• _Problem description_:
An exact transcription is needed, starting with the line that contains "What data does" and ending with the last line of the records.

-------- The records

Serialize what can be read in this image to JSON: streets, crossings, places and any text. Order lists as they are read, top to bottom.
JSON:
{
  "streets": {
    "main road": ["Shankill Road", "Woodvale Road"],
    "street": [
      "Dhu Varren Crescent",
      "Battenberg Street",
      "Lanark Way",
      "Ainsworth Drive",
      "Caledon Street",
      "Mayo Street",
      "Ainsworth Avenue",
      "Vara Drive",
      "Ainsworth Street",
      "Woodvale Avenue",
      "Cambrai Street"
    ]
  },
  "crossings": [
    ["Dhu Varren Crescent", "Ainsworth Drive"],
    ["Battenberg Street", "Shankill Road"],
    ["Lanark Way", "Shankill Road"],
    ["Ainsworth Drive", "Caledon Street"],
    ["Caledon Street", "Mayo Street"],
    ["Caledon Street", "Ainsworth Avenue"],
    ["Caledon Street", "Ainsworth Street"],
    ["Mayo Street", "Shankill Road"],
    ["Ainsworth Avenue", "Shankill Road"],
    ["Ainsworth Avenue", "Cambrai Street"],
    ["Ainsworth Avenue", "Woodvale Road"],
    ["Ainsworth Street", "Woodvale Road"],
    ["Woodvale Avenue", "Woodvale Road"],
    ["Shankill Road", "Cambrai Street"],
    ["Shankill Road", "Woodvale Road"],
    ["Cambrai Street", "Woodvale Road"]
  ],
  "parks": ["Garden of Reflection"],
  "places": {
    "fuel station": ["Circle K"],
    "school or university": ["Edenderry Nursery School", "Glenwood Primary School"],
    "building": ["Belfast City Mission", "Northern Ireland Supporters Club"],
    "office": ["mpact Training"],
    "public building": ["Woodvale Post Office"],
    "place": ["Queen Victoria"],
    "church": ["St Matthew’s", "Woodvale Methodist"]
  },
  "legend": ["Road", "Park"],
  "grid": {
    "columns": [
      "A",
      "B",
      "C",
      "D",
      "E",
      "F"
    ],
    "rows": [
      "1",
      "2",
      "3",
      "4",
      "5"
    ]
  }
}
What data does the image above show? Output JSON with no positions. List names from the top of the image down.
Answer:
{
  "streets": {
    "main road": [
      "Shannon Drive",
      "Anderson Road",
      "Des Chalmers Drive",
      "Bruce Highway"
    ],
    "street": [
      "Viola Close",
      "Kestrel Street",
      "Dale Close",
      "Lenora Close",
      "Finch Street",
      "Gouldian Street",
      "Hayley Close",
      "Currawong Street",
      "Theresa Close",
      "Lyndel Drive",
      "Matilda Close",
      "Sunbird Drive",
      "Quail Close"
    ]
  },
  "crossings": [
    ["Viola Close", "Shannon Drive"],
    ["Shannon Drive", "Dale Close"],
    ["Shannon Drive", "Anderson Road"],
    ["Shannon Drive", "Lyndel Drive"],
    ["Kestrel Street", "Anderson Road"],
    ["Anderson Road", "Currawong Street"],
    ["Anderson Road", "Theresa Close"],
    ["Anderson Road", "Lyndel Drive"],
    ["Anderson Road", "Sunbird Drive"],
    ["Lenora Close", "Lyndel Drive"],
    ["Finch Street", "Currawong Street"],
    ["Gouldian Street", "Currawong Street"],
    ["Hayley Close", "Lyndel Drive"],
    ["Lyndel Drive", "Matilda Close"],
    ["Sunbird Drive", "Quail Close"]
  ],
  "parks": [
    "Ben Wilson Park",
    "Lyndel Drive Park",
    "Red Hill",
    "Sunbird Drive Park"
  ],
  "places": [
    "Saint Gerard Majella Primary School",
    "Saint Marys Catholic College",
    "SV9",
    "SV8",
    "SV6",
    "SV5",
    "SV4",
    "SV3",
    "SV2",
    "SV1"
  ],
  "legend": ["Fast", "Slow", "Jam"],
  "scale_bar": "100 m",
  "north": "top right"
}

----------------

• _Result of the exercise_:
What data does the image above show? Output JSON with no positions. List names from the top of the image down.
Answer:
{
  "streets": {
    "main road": [
      "Shannon Drive",
      "Anderson Road",
      "Des Chalmers Drive",
      "Bruce Highway"
    ],
    "street": [
      "Viola Close",
      "Kestrel Street",
      "Dale Close",
      "Lenora Close",
      "Finch Street",
      "Gouldian Street",
      "Hayley Close",
      "Currawong Street",
      "Theresa Close",
      "Lyndel Drive",
      "Matilda Close",
      "Sunbird Drive",
      "Quail Close"
    ]
  },
  "crossings": [
    ["Viola Close", "Shannon Drive"],
    ["Shannon Drive", "Dale Close"],
    ["Shannon Drive", "Anderson Road"],
    ["Shannon Drive", "Lyndel Drive"],
    ["Kestrel Street", "Anderson Road"],
    ["Anderson Road", "Currawong Street"],
    ["Anderson Road", "Theresa Close"],
    ["Anderson Road", "Lyndel Drive"],
    ["Anderson Road", "Sunbird Drive"],
    ["Lenora Close", "Lyndel Drive"],
    ["Finch Street", "Currawong Street"],
    ["Gouldian Street", "Currawong Street"],
    ["Hayley Close", "Lyndel Drive"],
    ["Lyndel Drive", "Matilda Close"],
    ["Sunbird Drive", "Quail Close"]
  ],
  "parks": [
    "Ben Wilson Park",
    "Lyndel Drive Park",
    "Red Hill",
    "Sunbird Drive Park"
  ],
  "places": [
    "Saint Gerard Majella Primary School",
    "Saint Marys Catholic College",
    "SV9",
    "SV8",
    "SV6",
    "SV5",
    "SV4",
    "SV3",
    "SV2",
    "SV1"
  ],
  "legend": ["Fast", "Slow", "Jam"],
  "scale_bar": "100 m",
  "north": "top right"
}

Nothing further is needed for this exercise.